▶ _What is expected_:
Transcribe the listing word for word.

▶ _Dataset excerpt_:
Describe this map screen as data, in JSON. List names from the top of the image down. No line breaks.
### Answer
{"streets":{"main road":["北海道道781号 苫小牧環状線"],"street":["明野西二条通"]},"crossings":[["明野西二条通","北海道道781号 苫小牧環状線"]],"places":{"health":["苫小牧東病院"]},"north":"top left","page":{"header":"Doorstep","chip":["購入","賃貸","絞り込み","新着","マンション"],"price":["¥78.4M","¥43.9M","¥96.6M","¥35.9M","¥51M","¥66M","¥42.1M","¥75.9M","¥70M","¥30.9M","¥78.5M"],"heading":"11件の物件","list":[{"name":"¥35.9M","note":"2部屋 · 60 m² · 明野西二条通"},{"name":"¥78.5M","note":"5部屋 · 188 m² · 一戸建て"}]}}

▶ _Task output_:
Describe this map screen as data, in JSON. List names from the top of the image down. No line breaks.
### Answer
{"streets":{"main road":["北海道道781号 苫小牧環状線"],"street":["明野西二条通"]},"crossings":[["明野西二条通","北海道道781号 苫小牧環状線"]],"places":{"health":["苫小牧東病院"]},"north":"top left","page":{"header":"Doorstep","chip":["購入","賃貸","絞り込み","新着","マンション"],"price":["¥78.4M","¥43.9M","¥96.6M","¥35.9M","¥51M","¥66M","¥42.1M","¥75.9M","¥70M","¥30.9M","¥78.5M"],"heading":"11件の物件","list":[{"name":"¥35.9M","note":"2部屋 · 60 m² · 明野西二条通"},{"name":"¥78.5M","note":"5部屋 · 188 m² · 一戸建て"}]}}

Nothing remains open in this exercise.